- **WHAT THIS TASK INVOLVES**
Could you copy every record below exactly as it is written?

- **DATA PROVIDED**
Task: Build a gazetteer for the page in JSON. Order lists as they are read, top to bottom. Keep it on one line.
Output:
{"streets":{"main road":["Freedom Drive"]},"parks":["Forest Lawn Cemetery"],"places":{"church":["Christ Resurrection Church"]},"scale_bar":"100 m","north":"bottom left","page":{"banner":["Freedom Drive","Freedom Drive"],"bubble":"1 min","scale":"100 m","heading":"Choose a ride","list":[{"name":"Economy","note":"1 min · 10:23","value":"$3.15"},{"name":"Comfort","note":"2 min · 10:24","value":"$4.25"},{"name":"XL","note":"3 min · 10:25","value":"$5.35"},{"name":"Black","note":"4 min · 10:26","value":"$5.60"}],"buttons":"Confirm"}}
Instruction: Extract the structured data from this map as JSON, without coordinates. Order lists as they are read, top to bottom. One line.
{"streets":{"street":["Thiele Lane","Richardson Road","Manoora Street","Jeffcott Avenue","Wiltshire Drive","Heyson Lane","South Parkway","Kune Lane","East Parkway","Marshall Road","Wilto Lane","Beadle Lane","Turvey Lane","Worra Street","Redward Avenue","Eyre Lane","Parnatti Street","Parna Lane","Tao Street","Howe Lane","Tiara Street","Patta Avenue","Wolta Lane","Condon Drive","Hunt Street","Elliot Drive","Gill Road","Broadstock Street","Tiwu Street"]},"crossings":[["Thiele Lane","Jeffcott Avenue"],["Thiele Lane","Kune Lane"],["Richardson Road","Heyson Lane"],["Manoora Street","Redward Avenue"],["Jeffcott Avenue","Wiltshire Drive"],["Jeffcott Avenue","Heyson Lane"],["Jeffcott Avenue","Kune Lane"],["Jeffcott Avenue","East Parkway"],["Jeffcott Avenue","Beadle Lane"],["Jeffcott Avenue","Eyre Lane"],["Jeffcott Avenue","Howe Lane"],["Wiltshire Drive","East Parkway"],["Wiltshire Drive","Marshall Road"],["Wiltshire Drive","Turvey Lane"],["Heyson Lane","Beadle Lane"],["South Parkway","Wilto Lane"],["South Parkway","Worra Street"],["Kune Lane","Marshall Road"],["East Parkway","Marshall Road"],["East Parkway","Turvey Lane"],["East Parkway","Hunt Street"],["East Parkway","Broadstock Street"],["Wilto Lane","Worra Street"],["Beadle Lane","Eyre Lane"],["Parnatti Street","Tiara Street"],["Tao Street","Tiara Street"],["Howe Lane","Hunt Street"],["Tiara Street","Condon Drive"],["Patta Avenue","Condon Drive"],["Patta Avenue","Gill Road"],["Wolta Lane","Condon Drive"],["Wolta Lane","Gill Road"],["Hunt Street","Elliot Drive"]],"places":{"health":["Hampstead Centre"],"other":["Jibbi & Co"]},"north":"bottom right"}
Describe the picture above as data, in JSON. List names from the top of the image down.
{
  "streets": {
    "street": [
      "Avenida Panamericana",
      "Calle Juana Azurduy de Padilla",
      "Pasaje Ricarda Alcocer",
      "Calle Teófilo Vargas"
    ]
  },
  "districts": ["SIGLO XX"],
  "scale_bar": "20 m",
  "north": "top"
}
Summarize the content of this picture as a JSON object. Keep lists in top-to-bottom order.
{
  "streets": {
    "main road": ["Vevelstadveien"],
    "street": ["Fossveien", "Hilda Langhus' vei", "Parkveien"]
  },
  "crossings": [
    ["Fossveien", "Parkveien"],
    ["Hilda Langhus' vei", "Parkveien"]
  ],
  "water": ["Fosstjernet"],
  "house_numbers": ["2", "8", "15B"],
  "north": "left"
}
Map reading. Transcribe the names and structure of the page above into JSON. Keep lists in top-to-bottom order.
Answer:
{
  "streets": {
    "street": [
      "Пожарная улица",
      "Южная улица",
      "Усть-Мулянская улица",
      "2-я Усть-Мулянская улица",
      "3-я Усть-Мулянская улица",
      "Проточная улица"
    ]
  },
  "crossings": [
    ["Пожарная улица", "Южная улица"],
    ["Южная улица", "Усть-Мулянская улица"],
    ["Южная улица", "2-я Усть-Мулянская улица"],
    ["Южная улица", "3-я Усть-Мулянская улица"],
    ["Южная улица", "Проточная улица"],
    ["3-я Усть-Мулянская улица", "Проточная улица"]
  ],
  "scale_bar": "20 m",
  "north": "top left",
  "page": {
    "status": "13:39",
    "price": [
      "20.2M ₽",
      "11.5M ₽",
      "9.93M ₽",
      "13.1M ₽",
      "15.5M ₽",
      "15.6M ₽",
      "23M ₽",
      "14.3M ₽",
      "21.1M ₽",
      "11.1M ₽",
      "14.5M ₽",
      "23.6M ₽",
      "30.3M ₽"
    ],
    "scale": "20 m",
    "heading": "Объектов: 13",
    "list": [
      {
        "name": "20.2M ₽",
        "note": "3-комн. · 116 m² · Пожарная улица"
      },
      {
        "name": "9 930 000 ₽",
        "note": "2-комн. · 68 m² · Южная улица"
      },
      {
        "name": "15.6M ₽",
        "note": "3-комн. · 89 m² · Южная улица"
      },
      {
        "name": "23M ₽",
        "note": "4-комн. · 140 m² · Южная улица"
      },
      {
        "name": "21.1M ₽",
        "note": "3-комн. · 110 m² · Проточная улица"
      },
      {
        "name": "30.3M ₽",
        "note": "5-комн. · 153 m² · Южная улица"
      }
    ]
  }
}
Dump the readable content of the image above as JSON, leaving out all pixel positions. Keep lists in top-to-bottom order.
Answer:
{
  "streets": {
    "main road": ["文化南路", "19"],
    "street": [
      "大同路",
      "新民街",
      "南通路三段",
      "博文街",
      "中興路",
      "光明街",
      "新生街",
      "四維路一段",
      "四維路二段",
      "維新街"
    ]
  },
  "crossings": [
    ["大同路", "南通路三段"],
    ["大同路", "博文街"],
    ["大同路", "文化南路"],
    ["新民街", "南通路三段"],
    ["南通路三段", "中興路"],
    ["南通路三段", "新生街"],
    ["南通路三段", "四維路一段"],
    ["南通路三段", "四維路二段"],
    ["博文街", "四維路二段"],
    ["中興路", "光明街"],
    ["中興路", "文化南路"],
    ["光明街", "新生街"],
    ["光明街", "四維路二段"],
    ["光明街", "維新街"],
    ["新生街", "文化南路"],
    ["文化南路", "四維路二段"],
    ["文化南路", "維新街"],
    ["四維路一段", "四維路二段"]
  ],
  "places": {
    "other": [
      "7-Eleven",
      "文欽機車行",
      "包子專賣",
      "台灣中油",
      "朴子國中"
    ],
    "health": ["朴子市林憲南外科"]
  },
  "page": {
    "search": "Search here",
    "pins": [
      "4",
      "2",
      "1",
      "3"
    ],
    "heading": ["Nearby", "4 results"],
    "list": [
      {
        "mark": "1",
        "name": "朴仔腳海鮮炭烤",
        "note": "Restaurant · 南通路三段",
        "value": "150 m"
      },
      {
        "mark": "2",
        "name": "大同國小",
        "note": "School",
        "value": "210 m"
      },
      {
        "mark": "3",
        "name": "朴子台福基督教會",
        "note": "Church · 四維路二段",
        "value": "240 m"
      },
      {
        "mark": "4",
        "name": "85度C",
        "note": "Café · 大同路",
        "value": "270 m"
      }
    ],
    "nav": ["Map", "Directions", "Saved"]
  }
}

- **EXERCISE RESPONSE**
Task: Build a gazetteer for the page in JSON. Order lists as they are read, top to bottom. Keep it on one line.
Output:
{"streets":{"main road":["Freedom Drive"]},"parks":["Forest Lawn Cemetery"],"places":{"church":["Christ Resurrection Church"]},"scale_bar":"100 m","north":"bottom left","page":{"banner":["Freedom Drive","Freedom Drive"],"bubble":"1 min","scale":"100 m","heading":"Choose a ride","list":[{"name":"Economy","note":"1 min · 10:23","value":"$3.15"},{"name":"Comfort","note":"2 min · 10:24","value":"$4.25"},{"name":"XL","note":"3 min · 10:25","value":"$5.35"},{"name":"Black","note":"4 min · 10:26","value":"$5.60"}],"buttons":"Confirm"}}
Instruction: Extract the structured data from this map as JSON, without coordinates. Order lists as they are read, top to bottom. One line.
{"streets":{"street":["Thiele Lane","Richardson Road","Manoora Street","Jeffcott Avenue","Wiltshire Drive","Heyson Lane","South Parkway","Kune Lane","East Parkway","Marshall Road","Wilto Lane","Beadle Lane","Turvey Lane","Worra Street","Redward Avenue","Eyre Lane","Parnatti Street","Parna Lane","Tao Street","Howe Lane","Tiara Street","Patta Avenue","Wolta Lane","Condon Drive","Hunt Street","Elliot Drive","Gill Road","Broadstock Street","Tiwu Street"]},"crossings":[["Thiele Lane","Jeffcott Avenue"],["Thiele Lane","Kune Lane"],["Richardson Road","Heyson Lane"],["Manoora Street","Redward Avenue"],["Jeffcott Avenue","Wiltshire Drive"],["Jeffcott Avenue","Heyson Lane"],["Jeffcott Avenue","Kune Lane"],["Jeffcott Avenue","East Parkway"],["Jeffcott Avenue","Beadle Lane"],["Jeffcott Avenue","Eyre Lane"],["Jeffcott Avenue","Howe Lane"],["Wiltshire Drive","East Parkway"],["Wiltshire Drive","Marshall Road"],["Wiltshire Drive","Turvey Lane"],["Heyson Lane","Beadle Lane"],["South Parkway","Wilto Lane"],["South Parkway","Worra Street"],["Kune Lane","Marshall Road"],["East Parkway","Marshall Road"],["East Parkway","Turvey Lane"],["East Parkway","Hunt Street"],["East Parkway","Broadstock Street"],["Wilto Lane","Worra Street"],["Beadle Lane","Eyre Lane"],["Parnatti Street","Tiara Street"],["Tao Street","Tiara Street"],["Howe Lane","Hunt Street"],["Tiara Street","Condon Drive"],["Patta Avenue","Condon Drive"],["Patta Avenue","Gill Road"],["Wolta Lane","Condon Drive"],["Wolta Lane","Gill Road"],["Hunt Street","Elliot Drive"]],"places":{"health":["Hampstead Centre"],"other":["Jibbi & Co"]},"north":"bottom right"}
Describe the picture above as data, in JSON. List names from the top of the image down.
{
  "streets": {
    "street": [
      "Avenida Panamericana",
      "Calle Juana Azurduy de Padilla",
      "Pasaje Ricarda Alcocer",
      "Calle Teófilo Vargas"
    ]
  },
  "districts": ["SIGLO XX"],
  "scale_bar": "20 m",
  "north": "top"
}
Summarize the content of this picture as a JSON object. Keep lists in top-to-bottom order.
{
  "streets": {
    "main road": ["Vevelstadveien"],
    "street": ["Fossveien", "Hilda Langhus' vei", "Parkveien"]
  },
  "crossings": [
    ["Fossveien", "Parkveien"],
    ["Hilda Langhus' vei", "Parkveien"]
  ],
  "water": ["Fosstjernet"],
  "house_numbers": ["2", "8", "15B"],
  "north": "left"
}
Map reading. Transcribe the names and structure of the page above into JSON. Keep lists in top-to-bottom order.
Answer:
{
  "streets": {
    "street": [
      "Пожарная улица",
      "Южная улица",
      "Усть-Мулянская улица",
      "2-я Усть-Мулянская улица",
      "3-я Усть-Мулянская улица",
      "Проточная улица"
    ]
  },
  "crossings": [
    ["Пожарная улица", "Южная улица"],
    ["Южная улица", "Усть-Мулянская улица"],
    ["Южная улица", "2-я Усть-Мулянская улица"],
    ["Южная улица", "3-я Усть-Мулянская улица"],
    ["Южная улица", "Проточная улица"],
    ["3-я Усть-Мулянская улица", "Проточная улица"]
  ],
  "scale_bar": "20 m",
  "north": "top left",
  "page": {
    "status": "13:39",
    "price": [
      "20.2M ₽",
      "11.5M ₽",
      "9.93M ₽",
      "13.1M ₽",
      "15.5M ₽",
      "15.6M ₽",
      "23M ₽",
      "14.3M ₽",
      "21.1M ₽",
      "11.1M ₽",
      "14.5M ₽",
      "23.6M ₽",
      "30.3M ₽"
    ],
    "scale": "20 m",
    "heading": "Объектов: 13",
    "list": [
      {
        "name": "20.2M ₽",
        "note": "3-комн. · 116 m² · Пожарная улица"
      },
      {
        "name": "9 930 000 ₽",
        "note": "2-комн. · 68 m² · Южная улица"
      },
      {
        "name": "15.6M ₽",
        "note": "3-комн. · 89 m² · Южная улица"
      },
      {
        "name": "23M ₽",
        "note": "4-комн. · 140 m² · Южная улица"
      },
      {
        "name": "21.1M ₽",
        "note": "3-комн. · 110 m² · Проточная улица"
      },
      {
        "name": "30.3M ₽",
        "note": "5-комн. · 153 m² · Южная улица"
      }
    ]
  }
}
Dump the readable content of the image above as JSON, leaving out all pixel positions. Keep lists in top-to-bottom order.
Answer:
{
  "streets": {
    "main road": ["文化南路", "19"],
    "street": [
      "大同路",
      "新民街",
      "南通路三段",
      "博文街",
      "中興路",
      "光明街",
      "新生街",
      "四維路一段",
      "四維路二段",
      "維新街"
    ]
  },
  "crossings": [
    ["大同路", "南通路三段"],
    ["大同路", "博文街"],
    ["大同路", "文化南路"],
    ["新民街", "南通路三段"],
    ["南通路三段", "中興路"],
    ["南通路三段", "新生街"],
    ["南通路三段", "四維路一段"],
    ["南通路三段", "四維路二段"],
    ["博文街", "四維路二段"],
    ["中興路", "光明街"],
    ["中興路", "文化南路"],
    ["光明街", "新生街"],
    ["光明街", "四維路二段"],
    ["光明街", "維新街"],
    ["新生街", "文化南路"],
    ["文化南路", "四維路二段"],
    ["文化南路", "維新街"],
    ["四維路一段", "四維路二段"]
  ],
  "places": {
    "other": [
      "7-Eleven",
      "文欽機車行",
      "包子專賣",
      "台灣中油",
      "朴子國中"
    ],
    "health": ["朴子市林憲南外科"]
  },
  "page": {
    "search": "Search here",
    "pins": [
      "4",
      "2",
      "1",
      "3"
    ],
    "heading": ["Nearby", "4 results"],
    "list": [
      {
        "mark": "1",
        "name": "朴仔腳海鮮炭烤",
        "note": "Restaurant · 南通路三段",
        "value": "150 m"
      },
      {
        "mark": "2",
        "name": "大同國小",
        "note": "School",
        "value": "210 m"
      },
      {
        "mark": "3",
        "name": "朴子台福基督教會",
        "note": "Church · 四維路二段",
        "value": "240 m"
      },
      {
        "mark": "4",
        "name": "85度C",
        "note": "Café · 大同路",
        "value": "270 m"
      }
    ],
    "nav": ["Map", "Directions", "Saved"]
  }
}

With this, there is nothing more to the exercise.